*DATA TO EXAMINE*.
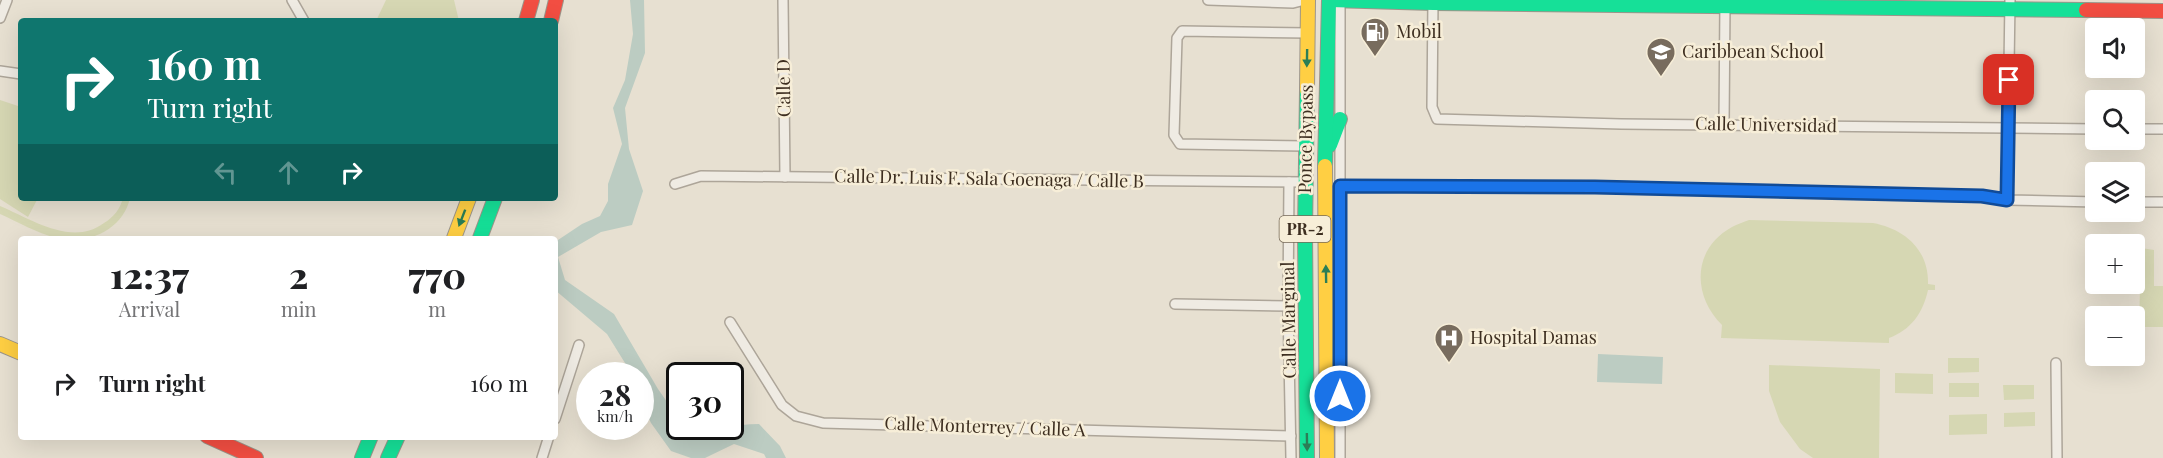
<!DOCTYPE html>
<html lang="en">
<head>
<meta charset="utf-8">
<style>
	:root { --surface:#fff; --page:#f6f6f6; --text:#202124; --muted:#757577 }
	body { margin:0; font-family:"Playfair Display",serif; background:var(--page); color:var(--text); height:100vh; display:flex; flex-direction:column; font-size:22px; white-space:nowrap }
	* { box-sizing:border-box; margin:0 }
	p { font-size:20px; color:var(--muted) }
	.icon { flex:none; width:33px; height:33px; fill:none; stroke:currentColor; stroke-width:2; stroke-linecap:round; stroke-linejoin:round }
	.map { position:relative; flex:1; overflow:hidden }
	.side { position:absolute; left:18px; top:236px; width:540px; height:204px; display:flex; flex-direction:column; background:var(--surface); border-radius:6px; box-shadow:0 6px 24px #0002 }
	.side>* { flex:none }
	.banner { position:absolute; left:18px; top:18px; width:540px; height:183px; border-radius:6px; box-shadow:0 6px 24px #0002; background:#0f766e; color:#fff; overflow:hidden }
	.controls { position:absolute; left:2085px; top:18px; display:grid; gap:12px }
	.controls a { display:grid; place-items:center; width:60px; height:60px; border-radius:6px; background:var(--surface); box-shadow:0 6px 24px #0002; font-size:30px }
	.speed { position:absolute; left:576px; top:362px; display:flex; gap:12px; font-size:30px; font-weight:700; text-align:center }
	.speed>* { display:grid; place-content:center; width:78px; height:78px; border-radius:50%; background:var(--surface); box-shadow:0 6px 24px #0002; line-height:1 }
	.speed small { font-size:15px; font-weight:400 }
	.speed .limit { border:3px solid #111; border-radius:9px; background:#fff; color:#111 }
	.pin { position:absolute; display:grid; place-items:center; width:51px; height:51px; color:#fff; margin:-26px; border-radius:12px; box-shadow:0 3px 9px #0006 }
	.me { position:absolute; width:66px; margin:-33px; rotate:0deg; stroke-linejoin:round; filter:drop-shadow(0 0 4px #0008) }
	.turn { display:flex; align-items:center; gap:21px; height:126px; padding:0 30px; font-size:27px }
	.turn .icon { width:78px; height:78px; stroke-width:2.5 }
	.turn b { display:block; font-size:42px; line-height:51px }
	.lanes { display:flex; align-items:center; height:57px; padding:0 30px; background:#0003; justify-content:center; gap:30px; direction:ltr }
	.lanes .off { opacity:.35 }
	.eta { display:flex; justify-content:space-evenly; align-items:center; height:102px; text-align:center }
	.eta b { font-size:36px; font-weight:800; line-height:42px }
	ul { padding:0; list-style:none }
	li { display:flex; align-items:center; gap:18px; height:90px; padding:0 30px }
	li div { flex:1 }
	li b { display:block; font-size:22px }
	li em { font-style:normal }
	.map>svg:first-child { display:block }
	.green { fill:#d6d7b3 }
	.water { fill:#bcccc2 }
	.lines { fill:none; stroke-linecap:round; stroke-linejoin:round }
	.street-casing { stroke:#ada599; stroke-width:12 }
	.fast-casing { stroke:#9c958a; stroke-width:16 }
	.slow-casing { stroke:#9c958a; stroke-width:16 }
	.jam-casing { stroke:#9c958a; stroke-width:16 }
	.street { stroke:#efebe3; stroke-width:9 }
	.fast { stroke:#16e098; stroke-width:14 }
	.slow { stroke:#ffcf43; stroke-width:14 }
	.jam { stroke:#f24e42; stroke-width:14 }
	.oneway { fill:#2b7e56 }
	.route-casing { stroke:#114b97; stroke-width:15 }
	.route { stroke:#1a73e8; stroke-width:10 }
	.labels { text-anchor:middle; stroke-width:5; stroke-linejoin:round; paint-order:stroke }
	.shield { fill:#f7eed8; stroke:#756857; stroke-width:1.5 }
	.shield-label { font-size:16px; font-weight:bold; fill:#3d2e20 }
	.poi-label { font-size:18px; fill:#3d2e20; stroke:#f7eed8; text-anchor:start }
	.street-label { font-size:18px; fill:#3d2e20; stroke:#f7eed8 }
</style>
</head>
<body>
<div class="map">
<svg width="2163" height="458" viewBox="0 0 2163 458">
	<rect width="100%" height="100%" fill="#e7e0d1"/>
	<!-- green -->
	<g class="green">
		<polygon points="386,0 454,0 459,21 376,21"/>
		<polygon points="0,100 21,107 21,198 38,198 28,217 0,199"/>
		<path d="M123 198H130C123 230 87 246 56 238 37 233 18 222 0 214V206C31 219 72 247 104 223 114 217 120 209 123 198Z"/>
		<path d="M1749 220 1873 223C1905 229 1929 250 1928 284L1935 285V290H1928C1923 313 1911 330 1889 338V343L1721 338 1722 325C1692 295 1692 249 1732 227 1737 224 1744 222 1749 220Z"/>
		<polygon points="2141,248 2154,250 2154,286 2163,286 2163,327 2139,327"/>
		<polygon points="1948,358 1979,358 1979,372 1948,373"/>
		<polygon points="1769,365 1880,369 1879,458 1813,458 1800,449 1780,422 1769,391"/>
		<polygon points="1895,373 1933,374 1933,394 1895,393"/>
		<rect x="1949" y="383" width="30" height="14"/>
		<polygon points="2003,385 2034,385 2034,399 2004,400"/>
		<polygon points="2035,412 2035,426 2004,427 2004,413"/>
		<polygon points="1987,414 1987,434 1949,435 1949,415"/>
	</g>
	<!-- water -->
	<g class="water">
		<path d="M630 0H644L645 53 625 108 629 149 643 191 632 225 601 232 558 257 565 280 614 314 658 389 679 419 680 426H687L691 430C715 430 735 424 759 424L780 446 786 458H766L764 454 734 444 705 458H691L671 451 651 423 641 401 640 375H630L625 363 607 334 555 290V242L582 224 600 216 608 201V184L622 144 613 108 625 80 633 34Z"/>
		<polygon points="1598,354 1663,357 1662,384 1597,382"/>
	</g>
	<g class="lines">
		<!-- street casing -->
		<g class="street-casing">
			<g id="street">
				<polyline points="292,0 304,21"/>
				<polyline points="783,0 785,177"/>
				<polyline points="1208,0 1293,3 1305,0"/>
				<polyline points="1433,0 1432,107 1437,119 1621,124 2096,129"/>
				<polyline points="0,18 7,0"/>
				<polyline points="0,71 21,74"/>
				<polyline points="1724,124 1725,2"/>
				<polyline points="2134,129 2163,129"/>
				<polyline points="1305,146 1180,144 1174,135 1177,38 1182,31 1308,33"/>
				<polyline points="1289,182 1288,306 1291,458"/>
				<polyline points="675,184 701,176 1305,182"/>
				<polyline points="1340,186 1619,187 1982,196 2007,200 2096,202"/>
				<polyline points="2007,200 2010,0"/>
				<polyline points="2134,202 2163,202"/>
				<polyline points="1175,304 1288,306"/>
				<polyline points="730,322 782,405 796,416 823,423 1291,436"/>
				<polyline points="2056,363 2057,458"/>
				<polyline points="555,419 579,345"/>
				<polyline points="542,458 549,436"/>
				<polyline points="1340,458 1340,0"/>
			</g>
		</g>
		<!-- fast casing -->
		<g class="fast-casing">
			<g id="fast">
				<polyline points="1331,0 1433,3 2086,10"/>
				<polyline points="1307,90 1305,232 1307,458"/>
				<polyline points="1330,145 1340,119"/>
				<polyline points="1325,166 1329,0"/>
				<polyline points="480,238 495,198"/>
				<polyline points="362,458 371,436"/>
				<polyline points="388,458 398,436"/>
			</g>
		</g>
		<!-- slow casing -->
		<g class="slow-casing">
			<g id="slow">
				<polyline points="1307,90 1308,0"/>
				<polyline points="1325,166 1327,458"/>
				<polyline points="454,238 469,198"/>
				<polyline points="0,344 21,353"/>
			</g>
		</g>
		<!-- jam casing -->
		<g class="jam-casing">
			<g id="jam">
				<polyline points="2086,10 2163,11"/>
				<polyline points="526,21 532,0"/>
				<polyline points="551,21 556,0"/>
				<polyline points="207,436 256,458"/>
			</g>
		</g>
		<!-- street -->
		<use href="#street" class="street"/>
		<!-- fast -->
		<use href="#fast" class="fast"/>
		<!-- slow -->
		<use href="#slow" class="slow"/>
		<!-- jam -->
		<use href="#jam" class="jam"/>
	</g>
	<!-- one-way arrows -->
	<defs><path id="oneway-solid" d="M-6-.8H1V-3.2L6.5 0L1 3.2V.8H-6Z" transform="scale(1.5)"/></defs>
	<g class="oneway">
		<use href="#oneway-solid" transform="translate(1307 58) rotate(91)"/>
		<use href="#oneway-solid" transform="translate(462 218) rotate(111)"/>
		<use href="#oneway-solid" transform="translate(1326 274) rotate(-91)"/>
		<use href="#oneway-solid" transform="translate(1307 442) rotate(89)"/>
	</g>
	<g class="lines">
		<!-- route casing -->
		<g class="route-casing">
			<polyline id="route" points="1340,396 1340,186 1595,187 1982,196 2007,200 2009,80"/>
		</g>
		<!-- route -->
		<use href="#route" class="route"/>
	</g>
	<!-- icons -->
	<defs>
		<g id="fuel-pin" transform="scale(1.5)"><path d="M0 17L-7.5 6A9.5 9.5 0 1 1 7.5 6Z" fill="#786c5e" stroke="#f7eed8"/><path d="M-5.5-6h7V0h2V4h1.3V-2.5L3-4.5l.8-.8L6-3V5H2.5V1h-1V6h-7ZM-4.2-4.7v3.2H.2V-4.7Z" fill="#fff"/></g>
		<g id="school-pin" transform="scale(1.5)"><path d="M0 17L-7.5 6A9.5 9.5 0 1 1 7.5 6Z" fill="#786c5e" stroke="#f7eed8"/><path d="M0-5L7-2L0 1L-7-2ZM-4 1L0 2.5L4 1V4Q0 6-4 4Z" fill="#fff"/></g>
		<g id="hospital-pin" transform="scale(1.5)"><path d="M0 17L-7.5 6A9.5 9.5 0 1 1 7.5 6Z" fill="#786c5e" stroke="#f7eed8"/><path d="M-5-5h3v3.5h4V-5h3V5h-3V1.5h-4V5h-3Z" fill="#fff"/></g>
	</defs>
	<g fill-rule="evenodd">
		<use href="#fuel-pin" x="1375" y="32"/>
		<use href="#school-pin" x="1661" y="52"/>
		<use href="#hospital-pin" x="1449" y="338"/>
	</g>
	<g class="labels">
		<!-- shield labels -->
		<rect class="shield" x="1279.5" y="216" width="51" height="26" rx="4.5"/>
		<g class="shield-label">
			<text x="1305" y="235">PR-2</text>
		</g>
		<!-- poi labels -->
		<g class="poi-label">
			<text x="1396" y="38">Mobil</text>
			<text x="1682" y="58">Caribbean School</text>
			<text x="1470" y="344">Hospital Damas</text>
		</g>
		<!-- street labels -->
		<g class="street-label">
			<text transform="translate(784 88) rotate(-91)" y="6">Calle D</text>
			<text transform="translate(1766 125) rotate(1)" y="6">Calle Universidad</text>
			<text transform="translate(1306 139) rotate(-89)" y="6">Ponce Bypass</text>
			<text transform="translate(989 179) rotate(1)" y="6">Calle Dr. Luis F. Sala Goenaga / Calle B</text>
			<text transform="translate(1289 320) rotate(-91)" y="6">Calle Marginal</text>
			<text transform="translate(985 427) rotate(2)" y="6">Calle Monterrey / Calle A</text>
		</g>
	</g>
</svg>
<div class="controls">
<a><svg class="icon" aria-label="sound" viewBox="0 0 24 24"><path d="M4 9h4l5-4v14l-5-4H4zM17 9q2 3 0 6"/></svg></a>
<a><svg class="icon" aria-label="search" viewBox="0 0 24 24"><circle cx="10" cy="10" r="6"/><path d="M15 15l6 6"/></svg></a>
<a><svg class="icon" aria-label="layers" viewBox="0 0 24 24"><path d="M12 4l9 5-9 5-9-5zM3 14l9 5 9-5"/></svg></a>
<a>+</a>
<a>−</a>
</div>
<div class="speed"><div>28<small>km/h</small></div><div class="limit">30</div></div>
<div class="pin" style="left:2009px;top:80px;background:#d93025"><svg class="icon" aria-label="arrive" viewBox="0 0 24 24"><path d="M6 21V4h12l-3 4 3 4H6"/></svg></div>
<svg class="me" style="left:1340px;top:396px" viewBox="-20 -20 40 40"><circle r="17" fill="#1a73e8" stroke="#fff" stroke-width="3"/><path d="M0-11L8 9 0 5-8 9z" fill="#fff"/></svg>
<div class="banner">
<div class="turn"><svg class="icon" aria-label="right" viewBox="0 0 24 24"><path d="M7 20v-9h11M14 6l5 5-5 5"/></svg><div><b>160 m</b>Turn right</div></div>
<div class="lanes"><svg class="icon off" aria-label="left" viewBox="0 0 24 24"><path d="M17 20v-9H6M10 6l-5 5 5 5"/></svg><svg class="icon off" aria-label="ahead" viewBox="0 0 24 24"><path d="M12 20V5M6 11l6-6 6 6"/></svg><svg class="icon" aria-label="right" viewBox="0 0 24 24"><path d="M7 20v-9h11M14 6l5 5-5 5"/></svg></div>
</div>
<section class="side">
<div class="eta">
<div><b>12:37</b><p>Arrival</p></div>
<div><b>2</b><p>min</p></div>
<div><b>770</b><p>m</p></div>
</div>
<ul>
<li><svg class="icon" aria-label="right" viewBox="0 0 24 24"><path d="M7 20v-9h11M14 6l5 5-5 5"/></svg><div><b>Turn right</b></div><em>160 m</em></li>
</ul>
</section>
</div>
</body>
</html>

*THE TASK*. With the pictures left out, restate word for word every line of the data above, from the first down to the line that contains "--surface:#fff; --page:#f6f6f6; --text:#202124;".

*YOUR SOLUTION*.
<!DOCTYPE html>
<html lang="en">
<head>
<meta charset="utf-8">
<style>
	:root { --surface:#fff; --page:#f6f6f6; --text:#202124; --muted:#757577 }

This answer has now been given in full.